Match the word "above". Return each line of the data below where it appears.

- [Collected data entries]:

========================================================================

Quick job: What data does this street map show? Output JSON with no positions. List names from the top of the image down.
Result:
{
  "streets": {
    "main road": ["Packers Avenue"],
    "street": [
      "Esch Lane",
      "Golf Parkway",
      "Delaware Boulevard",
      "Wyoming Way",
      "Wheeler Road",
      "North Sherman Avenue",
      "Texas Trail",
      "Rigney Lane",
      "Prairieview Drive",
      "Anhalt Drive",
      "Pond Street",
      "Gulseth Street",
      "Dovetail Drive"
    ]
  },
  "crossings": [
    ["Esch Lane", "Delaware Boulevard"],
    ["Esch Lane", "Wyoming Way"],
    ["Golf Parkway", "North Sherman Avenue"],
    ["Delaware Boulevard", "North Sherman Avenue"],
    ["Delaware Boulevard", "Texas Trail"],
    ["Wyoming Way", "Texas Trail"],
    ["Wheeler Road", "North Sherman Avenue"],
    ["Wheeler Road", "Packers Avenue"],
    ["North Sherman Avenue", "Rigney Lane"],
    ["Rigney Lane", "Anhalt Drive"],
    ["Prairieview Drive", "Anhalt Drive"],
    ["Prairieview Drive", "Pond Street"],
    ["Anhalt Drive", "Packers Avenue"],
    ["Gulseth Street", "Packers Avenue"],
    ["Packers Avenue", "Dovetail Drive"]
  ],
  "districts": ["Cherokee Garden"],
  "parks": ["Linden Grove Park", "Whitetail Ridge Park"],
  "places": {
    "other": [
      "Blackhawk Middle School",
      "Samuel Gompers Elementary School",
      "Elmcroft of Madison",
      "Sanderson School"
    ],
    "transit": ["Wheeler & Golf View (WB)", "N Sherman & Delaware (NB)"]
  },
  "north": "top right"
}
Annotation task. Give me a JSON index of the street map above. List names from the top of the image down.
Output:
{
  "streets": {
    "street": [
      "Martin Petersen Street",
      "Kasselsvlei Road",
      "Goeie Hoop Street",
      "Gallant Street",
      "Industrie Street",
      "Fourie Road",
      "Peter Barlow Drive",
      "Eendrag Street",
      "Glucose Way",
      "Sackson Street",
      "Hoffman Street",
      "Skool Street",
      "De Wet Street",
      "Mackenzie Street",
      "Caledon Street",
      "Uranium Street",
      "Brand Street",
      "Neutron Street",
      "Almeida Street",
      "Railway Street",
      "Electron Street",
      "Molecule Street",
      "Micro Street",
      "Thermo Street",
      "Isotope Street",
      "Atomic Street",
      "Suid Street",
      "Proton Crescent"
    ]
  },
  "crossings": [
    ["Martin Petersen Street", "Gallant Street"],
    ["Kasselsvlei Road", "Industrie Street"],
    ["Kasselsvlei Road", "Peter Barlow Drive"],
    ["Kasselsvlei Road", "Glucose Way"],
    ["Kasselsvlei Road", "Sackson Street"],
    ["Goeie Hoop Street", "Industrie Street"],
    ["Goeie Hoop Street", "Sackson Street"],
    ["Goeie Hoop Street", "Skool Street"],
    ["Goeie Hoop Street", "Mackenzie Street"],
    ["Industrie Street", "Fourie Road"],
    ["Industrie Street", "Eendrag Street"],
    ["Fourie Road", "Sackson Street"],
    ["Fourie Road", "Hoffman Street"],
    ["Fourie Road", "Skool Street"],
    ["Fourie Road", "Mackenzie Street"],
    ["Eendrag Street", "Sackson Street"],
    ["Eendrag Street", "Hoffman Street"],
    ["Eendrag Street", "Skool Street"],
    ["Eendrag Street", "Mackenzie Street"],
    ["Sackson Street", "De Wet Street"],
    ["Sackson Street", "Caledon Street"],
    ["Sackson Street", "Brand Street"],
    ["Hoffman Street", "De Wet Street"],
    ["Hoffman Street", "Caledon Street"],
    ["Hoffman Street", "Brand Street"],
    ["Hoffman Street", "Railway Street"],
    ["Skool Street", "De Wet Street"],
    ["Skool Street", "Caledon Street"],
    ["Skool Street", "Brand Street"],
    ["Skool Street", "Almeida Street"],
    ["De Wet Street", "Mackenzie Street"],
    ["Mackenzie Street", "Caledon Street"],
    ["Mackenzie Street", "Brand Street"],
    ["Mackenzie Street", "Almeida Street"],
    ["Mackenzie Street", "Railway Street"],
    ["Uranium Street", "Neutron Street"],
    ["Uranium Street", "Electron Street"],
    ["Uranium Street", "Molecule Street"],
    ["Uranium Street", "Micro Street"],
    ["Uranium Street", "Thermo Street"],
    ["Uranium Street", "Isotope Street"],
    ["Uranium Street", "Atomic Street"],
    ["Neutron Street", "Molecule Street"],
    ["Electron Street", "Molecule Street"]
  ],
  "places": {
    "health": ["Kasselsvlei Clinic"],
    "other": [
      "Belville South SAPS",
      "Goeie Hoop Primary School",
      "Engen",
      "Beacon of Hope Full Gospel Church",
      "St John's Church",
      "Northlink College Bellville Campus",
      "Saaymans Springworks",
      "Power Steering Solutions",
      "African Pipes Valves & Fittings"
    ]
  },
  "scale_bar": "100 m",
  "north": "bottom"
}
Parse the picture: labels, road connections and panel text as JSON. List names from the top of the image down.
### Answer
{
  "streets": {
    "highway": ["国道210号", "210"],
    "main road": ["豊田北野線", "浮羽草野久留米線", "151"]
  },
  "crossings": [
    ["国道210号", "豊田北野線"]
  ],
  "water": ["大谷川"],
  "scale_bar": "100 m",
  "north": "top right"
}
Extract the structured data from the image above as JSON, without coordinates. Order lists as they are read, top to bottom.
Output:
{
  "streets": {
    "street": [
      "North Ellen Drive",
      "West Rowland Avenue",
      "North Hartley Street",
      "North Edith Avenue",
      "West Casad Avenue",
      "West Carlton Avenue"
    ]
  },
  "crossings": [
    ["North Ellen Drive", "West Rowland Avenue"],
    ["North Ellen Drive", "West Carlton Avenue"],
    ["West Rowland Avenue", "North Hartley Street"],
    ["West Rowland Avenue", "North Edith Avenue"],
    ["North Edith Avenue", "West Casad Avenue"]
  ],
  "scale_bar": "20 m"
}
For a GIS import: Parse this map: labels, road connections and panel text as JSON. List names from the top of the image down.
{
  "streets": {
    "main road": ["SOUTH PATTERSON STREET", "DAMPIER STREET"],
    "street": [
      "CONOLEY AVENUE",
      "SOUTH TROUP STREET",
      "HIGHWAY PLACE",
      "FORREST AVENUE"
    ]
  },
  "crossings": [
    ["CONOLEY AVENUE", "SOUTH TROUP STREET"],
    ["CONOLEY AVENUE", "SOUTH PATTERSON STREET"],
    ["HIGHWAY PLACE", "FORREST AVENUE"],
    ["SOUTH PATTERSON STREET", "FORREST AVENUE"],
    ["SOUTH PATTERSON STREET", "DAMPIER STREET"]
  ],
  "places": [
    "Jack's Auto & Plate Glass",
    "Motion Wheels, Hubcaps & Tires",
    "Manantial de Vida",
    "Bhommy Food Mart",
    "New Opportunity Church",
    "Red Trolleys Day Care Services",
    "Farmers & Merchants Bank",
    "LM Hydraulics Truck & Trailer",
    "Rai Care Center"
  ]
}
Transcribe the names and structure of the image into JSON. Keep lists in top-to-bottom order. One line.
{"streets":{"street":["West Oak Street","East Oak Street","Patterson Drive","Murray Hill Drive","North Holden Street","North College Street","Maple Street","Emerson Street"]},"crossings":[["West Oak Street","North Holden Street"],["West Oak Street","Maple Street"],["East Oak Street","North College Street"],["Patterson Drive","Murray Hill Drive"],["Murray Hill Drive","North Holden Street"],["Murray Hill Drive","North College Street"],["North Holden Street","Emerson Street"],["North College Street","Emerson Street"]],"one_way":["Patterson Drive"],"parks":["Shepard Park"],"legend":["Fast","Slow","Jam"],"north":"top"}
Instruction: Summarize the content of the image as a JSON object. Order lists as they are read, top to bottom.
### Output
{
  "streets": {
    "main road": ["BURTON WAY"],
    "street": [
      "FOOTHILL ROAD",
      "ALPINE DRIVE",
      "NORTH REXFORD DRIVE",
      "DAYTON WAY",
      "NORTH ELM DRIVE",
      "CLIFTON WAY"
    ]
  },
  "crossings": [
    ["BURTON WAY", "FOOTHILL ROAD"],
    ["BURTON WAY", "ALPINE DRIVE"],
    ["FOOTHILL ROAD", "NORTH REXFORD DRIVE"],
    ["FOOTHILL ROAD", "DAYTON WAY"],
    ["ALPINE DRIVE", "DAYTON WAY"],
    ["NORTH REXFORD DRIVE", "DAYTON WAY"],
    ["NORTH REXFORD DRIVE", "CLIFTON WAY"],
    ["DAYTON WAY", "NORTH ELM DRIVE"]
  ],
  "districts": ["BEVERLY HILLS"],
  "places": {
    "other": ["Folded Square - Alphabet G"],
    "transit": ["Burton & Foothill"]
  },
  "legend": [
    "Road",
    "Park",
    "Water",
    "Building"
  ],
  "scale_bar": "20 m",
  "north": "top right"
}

========================================================================

- [Response box]:
Annotation task. Give me a JSON index of the street map above. List names from the top of the image down.
Extract the structured data from the image above as JSON, without coordinates. Order lists as they are read, top to bottom.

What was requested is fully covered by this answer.